Hay un pensamiento que se repite
de manera insistente cada vez que es escogido un nuevo presidente en EEUU. “A
este se lo cargan” se dice con frecuencia, al menos lo suelo escuchar de voces
a mi alrededor de muy distinta ideología y edad. En la época moderna solo ha
habido un asesinato, el de Kennedy, que traumatizó hasta tal punto a su
generación que se ha convertido en el paradigma del magnicidio. Desde entonces,
creo recordar que salvo el atentado que sufrió Ronald Reagan, no ha habido
intentos serios conocidos de acabar con el inquilino de la Casa blanca. Y
seguro que no ha sido por falta de ganas de muchos intereses, de todo tipo,
color y espectro ideológico.
Uno de los mayores problemas de
fondo a los que se enfrenta EEUU es su división política. Durante años nos han
enseñado, en los medios de comunicación y en los hechos, que el interés general
prevalecía y difuminaba las barreras entre demócratas y republicanos, los consensos
acababan fraguando y el país avanzaba. Desde hace algunos años esto no es así.
La radicalidad se ha extendido por las filas de ambos bandos, hasta niveles que
hace tiempo superaron lo insoportable y empiezan a ser lesivos para los
intereses del país. El proceso comenzó antes, y con mayor intensidad, en las
filas republicanas, quizás por su proximidad a grupos religiosos que tienen por
bandera la fe verdadera, siempre que sea la suya. El GOP, siglas de Great Old
Party, como es conocido el partido republicano allí, entró en una deriva de
libertarios, movimientos como el Tea Party, sectas creacionistas
anticientíficas y corrientes de todo tipo que, en gran parte, le han alejado
del votante mediano. Ha perdido parte de su relevancia en las grandes
poblaciones costeras, pero a cambio se ha fortalecido en el interior, no solo
en el llamado “cinturón de la Biblia” que son estados en los que la presencia
de congregaciones religiosas es más intensa, sino en zonas industriales devaluadas
por la globalización y el avance tecnológico, cosa que supo ver y aprovechar el
desnortado Trump. Por su parte los demócratas, muchos de ellos en tierra de
nadie, también han visto como el discurso moderado perdía adeptos mientras que
posiciones radicales como las defendidas por Bernie Sanders suscitaban un apoyo
creciente entre muchos de sus votantes. Sanders no pasaría de moderado en un
PSOE, pero para gran parte de los estadounidenses es un peligroso colectivista
y un enajenado, un candidato que muy probablemente nunca ganaría unas
presidenciales, y que es visto por muchos como un peligro. Este proceso de giro
al extremo de los partidos clásicos deja huérfanos a muchos votantes que,
desencantados, y a sabiendas de cómo funciona el sistema electoral
norteamericano, optan por no votar, y se alejan del proceso de elección,
permitiendo que opciones radicales puedan llegar al poder. Recordemos que Trump
gano los votos electorales pero perdió en voto popular, pero sólo por tres
millones de papeletas sobres las decenas y decenas de millones de las
registradas. La desmovilización del votante mediano aupó a Trump en estados
decisivos, lo que muestra hasta qué punto la radicalidad es un juego peligroso
que, sobre todo, conviene a los extremistas de todas las formaciones políticas,
y perjudica a todos los demás, la inmensa mayoría del país. Esto es algo a lo
que en España estamos, lamentablemente, demasiado acostumbrados, pero parecía
que EEUU era inmune a esta enfermedad. Parece que esa inmunidad ha terminado,
lo que será lesivo para los intereses de aquel enorme país.

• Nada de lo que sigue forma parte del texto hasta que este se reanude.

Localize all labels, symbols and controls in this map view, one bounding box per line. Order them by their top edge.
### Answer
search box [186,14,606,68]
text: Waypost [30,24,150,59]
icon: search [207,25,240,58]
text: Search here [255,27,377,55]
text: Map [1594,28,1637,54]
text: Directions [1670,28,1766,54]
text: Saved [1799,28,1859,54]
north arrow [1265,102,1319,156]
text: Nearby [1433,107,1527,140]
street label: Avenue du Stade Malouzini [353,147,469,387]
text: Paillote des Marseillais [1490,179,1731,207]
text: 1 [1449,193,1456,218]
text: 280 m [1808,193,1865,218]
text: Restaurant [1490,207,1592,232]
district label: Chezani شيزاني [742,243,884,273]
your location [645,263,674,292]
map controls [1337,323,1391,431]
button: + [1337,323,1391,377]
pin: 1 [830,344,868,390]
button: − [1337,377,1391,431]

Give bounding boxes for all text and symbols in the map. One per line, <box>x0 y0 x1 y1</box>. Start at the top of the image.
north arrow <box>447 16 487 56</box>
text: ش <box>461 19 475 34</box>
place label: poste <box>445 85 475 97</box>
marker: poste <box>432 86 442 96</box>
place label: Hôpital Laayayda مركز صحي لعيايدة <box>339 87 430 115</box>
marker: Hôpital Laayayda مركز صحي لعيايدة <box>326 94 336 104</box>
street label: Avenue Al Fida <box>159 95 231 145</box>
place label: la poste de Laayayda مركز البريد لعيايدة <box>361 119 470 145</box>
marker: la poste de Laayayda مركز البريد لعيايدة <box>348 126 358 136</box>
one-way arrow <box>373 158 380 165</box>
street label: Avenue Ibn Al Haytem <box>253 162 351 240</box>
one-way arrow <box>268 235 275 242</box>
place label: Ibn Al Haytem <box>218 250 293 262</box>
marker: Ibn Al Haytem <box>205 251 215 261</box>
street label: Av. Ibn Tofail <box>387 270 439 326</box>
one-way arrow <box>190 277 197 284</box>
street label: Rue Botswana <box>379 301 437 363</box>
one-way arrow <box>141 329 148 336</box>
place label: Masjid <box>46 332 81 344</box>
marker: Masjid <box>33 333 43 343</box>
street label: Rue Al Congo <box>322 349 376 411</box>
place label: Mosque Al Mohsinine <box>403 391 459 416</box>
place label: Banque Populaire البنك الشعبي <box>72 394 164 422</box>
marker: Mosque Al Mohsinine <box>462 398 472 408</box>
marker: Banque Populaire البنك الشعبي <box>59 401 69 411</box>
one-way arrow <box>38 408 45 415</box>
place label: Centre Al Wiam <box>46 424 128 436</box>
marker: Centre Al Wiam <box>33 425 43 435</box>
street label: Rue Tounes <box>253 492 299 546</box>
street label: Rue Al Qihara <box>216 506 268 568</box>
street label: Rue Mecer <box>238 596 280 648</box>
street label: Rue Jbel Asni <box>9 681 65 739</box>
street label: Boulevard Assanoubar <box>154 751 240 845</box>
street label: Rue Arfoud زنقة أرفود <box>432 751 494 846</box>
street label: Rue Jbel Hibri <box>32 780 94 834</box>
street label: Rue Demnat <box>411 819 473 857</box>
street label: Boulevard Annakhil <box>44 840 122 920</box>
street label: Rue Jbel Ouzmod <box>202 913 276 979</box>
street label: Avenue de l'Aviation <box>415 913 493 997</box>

En este clima de polarización, y
a sabiendas de lo fácil que es allí adquirir un arma, se
produjo ayer un atentado en Virginia, en una zona muy cercana a Washington,
en el que un acérrimo seguidor de Sanders, que no dejaba de despotricar contra
Trump en las redes sociales, disparó decenas de balas contra un grupo de
congresistas republicanos que estaban jugando al béisbol, dejando varios
heridos de diversa consideración. En este caso ha sido un extremista demócrata
contra republicanos, podía haber sido al revés, pero da igual. Lo grave es ver
cómo la fractura política, que la nefasta presidencia de Trump amplía día a día,
hace que sucesos tan desgraciados y condenables como estos puedan ser más
factibles. Es hora de que en EEUU se pise el freno a la disputa política, las
aguas se serenen y el interés general vuelva a ser el protagonista de los que,
en principio, son elegidos como líderes del país.